A warning from and for a troubled land – how easily a democracy can be dismantled


Date posted: July 26, 2017

Chuck Plunkett

Recently a messenger came to Colorado with dark warnings from a troubled land: Abdulhamit Bilici, the former editor-in-chief of Zaman, Turkey’s go-to newspaper before President Recep Tayyip Erdogan’s brutal crackdown.

In the Mile High City to speak before WorldDenver, the exiled journalist also spoke with members of our editorial board.

A primary Bilici goal these days is to raise awareness of Erdogan’s authoritarian adventurism that has jailed journalists, judges, intellectuals and security forces, fired tens of thousands more, shuttered two hundred news organizations and generally made a mess of things in a country that only a few years ago served as a model free-market democracy for the region.

You don’t often meet people like Abdulhamit Bilici in the United States. You almost can’t believe that someone with his backstory sits before you.

Imagine. Last March, after conflating any critics of the administration with perpetrators of terrorism, the Turkish government took over Zaman. While Bilici and fellow journalists were hard at work in the newsroom on a Friday afternoon, storm troopers toting serious weapons surrounded the building. When crowds gathered to protest, police hit them with water cannons and tear gas.

Police entered to replace serious journalists and executives with government-controlled mouthpieces. Bilici found himself forced out of his own newsroom by government thugs.

Wonderfully, the editor had the presence of mind to tell a news agency covering his ejection: “I believe that free media will continue even if we have to write on the walls. I don’t think it is possible to silence media in the digital age.”

Such optimism faded in the days that followed. Threats accumulated. The expert on Turkish politics feared for his safety and that of his family. Unsure his passport would be honored, Bilici bought a ticket to Europe and slipped into the Instanbul Ataturk Airport at 3 a.m. alone and without baggage.

Soon enough he was in America. His family followed. Here he continues to try to report the news back to his homeland against tall obstacles. His verified Twitter account, for example, is blocked by government demand in Turkey, where he is described as an enemy of the state. (Thanks Twitter!)

In our boardroom, Bilici described the circumstances that brought him to America.

A president elected by a populist surge, who deftly plays to nationalist desire for a return to the glory days of Turkish dominance — of the Ottoman Empire — finds himself enmeshed in shady scandal after members of his inner circle are accused of taking bribes to overlook illegal actions by a foreign country.

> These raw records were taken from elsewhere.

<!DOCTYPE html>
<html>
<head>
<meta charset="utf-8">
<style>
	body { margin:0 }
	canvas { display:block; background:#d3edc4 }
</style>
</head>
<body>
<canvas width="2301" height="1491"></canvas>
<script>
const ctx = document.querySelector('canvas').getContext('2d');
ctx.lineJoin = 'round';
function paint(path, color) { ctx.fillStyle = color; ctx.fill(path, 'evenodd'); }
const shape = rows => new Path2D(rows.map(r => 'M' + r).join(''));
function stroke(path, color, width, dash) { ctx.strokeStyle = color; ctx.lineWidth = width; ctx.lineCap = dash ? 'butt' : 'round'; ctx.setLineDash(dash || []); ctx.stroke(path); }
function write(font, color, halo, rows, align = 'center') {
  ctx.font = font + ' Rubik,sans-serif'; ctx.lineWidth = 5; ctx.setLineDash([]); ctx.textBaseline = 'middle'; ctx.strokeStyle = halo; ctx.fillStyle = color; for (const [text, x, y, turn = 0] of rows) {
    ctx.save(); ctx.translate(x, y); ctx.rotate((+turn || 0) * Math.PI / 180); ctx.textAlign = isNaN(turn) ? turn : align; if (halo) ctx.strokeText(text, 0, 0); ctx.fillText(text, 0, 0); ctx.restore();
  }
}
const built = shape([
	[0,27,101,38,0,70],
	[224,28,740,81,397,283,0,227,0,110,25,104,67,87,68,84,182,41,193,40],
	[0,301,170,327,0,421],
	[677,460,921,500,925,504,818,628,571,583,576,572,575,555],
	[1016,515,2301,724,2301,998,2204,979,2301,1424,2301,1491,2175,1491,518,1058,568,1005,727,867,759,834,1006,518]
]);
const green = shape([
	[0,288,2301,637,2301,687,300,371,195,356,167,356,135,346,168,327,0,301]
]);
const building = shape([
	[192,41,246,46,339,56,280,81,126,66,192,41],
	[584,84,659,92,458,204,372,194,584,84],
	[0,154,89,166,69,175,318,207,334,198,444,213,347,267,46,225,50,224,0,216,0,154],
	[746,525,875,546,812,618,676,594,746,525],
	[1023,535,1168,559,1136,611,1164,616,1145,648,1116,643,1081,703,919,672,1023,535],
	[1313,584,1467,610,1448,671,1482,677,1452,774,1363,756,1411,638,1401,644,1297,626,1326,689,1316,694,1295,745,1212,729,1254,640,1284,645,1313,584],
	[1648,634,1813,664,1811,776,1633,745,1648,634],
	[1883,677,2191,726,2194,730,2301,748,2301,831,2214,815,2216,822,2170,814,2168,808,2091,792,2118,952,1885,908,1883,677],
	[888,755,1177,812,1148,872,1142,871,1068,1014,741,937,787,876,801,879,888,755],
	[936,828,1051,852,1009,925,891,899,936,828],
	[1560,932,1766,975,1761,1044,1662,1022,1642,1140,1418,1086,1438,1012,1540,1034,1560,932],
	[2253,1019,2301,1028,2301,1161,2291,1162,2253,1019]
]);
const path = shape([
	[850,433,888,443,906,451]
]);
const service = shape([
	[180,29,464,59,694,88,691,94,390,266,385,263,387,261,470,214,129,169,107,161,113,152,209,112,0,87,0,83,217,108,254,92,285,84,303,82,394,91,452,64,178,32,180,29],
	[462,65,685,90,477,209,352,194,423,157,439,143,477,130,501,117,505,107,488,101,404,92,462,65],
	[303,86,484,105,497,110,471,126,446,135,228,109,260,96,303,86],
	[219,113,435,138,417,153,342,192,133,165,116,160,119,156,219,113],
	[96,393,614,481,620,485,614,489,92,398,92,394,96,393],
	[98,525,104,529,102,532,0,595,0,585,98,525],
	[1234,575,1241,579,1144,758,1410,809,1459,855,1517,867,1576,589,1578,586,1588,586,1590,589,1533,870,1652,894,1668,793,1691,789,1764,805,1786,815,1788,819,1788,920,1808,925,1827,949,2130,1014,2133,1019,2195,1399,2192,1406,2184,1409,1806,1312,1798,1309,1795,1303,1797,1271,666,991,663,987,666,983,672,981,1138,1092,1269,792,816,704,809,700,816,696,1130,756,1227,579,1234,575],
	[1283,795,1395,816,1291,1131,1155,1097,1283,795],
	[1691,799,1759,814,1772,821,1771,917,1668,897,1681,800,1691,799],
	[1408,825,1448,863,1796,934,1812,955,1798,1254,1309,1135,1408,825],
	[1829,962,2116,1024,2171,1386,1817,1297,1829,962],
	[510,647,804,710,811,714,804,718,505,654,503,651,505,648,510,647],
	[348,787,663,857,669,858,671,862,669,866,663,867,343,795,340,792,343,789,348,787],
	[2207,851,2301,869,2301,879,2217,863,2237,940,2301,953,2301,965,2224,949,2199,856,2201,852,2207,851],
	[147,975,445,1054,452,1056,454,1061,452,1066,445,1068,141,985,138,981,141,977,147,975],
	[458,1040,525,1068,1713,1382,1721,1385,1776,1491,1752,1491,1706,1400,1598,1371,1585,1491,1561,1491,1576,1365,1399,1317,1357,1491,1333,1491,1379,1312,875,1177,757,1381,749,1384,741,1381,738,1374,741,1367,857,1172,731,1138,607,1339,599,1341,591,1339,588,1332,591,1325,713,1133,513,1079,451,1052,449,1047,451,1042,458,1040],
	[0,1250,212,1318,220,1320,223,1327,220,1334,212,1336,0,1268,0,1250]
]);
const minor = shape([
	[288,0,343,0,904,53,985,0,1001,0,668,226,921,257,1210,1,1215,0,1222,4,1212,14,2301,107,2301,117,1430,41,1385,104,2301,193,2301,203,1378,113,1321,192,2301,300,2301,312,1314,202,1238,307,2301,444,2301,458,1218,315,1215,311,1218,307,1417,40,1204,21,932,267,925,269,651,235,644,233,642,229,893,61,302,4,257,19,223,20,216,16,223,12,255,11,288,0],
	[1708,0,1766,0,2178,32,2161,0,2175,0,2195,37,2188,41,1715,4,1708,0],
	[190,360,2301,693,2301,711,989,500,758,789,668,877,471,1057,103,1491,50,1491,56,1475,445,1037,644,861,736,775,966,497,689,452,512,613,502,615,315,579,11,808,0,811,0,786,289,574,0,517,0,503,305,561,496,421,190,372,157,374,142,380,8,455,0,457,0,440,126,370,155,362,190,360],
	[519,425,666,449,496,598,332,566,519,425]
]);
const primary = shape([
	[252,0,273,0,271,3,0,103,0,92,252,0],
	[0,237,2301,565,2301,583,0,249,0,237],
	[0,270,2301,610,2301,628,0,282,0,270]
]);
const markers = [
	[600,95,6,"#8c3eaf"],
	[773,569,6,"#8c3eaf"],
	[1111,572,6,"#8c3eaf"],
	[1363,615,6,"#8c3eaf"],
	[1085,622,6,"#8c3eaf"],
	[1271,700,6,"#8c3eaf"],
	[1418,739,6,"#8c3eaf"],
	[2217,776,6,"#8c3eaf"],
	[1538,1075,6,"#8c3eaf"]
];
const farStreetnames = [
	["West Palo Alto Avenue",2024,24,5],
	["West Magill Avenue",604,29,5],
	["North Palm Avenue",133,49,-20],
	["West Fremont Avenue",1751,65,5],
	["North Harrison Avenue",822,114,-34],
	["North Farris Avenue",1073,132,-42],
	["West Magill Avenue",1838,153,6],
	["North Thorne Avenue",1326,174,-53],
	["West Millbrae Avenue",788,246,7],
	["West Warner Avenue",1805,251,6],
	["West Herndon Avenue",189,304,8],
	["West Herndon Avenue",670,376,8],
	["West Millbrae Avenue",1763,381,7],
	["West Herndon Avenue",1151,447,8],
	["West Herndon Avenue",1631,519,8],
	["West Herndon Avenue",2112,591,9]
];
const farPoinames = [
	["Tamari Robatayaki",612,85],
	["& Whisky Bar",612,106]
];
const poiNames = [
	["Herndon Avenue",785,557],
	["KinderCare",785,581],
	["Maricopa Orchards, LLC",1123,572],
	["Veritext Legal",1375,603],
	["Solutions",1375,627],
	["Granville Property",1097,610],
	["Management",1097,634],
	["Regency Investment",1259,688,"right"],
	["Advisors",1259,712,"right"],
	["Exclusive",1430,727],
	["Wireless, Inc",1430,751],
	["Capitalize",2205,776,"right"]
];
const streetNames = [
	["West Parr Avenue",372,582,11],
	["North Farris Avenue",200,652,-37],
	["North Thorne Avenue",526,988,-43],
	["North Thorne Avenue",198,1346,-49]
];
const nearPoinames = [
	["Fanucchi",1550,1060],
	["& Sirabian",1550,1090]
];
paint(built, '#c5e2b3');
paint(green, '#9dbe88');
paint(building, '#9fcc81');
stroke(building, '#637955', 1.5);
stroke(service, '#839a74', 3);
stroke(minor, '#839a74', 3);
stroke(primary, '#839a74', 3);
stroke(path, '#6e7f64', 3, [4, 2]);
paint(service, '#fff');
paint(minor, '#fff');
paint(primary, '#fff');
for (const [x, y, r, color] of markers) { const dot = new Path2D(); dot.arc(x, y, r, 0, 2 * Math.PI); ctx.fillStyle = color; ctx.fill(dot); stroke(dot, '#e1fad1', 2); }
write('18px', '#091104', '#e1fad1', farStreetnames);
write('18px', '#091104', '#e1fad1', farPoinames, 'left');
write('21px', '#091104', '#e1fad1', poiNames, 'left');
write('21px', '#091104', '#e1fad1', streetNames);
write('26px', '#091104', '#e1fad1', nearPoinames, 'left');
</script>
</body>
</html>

A president who works a narrative that too many of the country’s judges, academics, journalists and human rights advocates are part of a corrupt urban elite — indeed part of the opposition — and therefore dangerous to the country’s future.

A president who seeks to amend the constitution to consolidate power — against the will of half the people in his country — and who succeeds in doing so.

One month after Erdogan forces took over the largest news organization in the country as part of his crackdown, a narrow margin of voters agreed to shift executive power from the parliament to the presidency, and to grant presidents three, five-year terms, conceivably allowing Erdogan the high command until 2029.

Now the death penalty may return. Critics are tortured in the jails. A state of emergency means arrests can occur for the most dubious of charges, and no one believes the courts are independent of Erdogan.

Bilici let it all sink in.

In hardly anytime at all, a functioning democracy responsible to the people has been dismantled and replaced by a strongman tyrant whose power depends on dividing the nation into loyalists and enemies.

Should Erdogan win re-election in 2019, his power would only grow.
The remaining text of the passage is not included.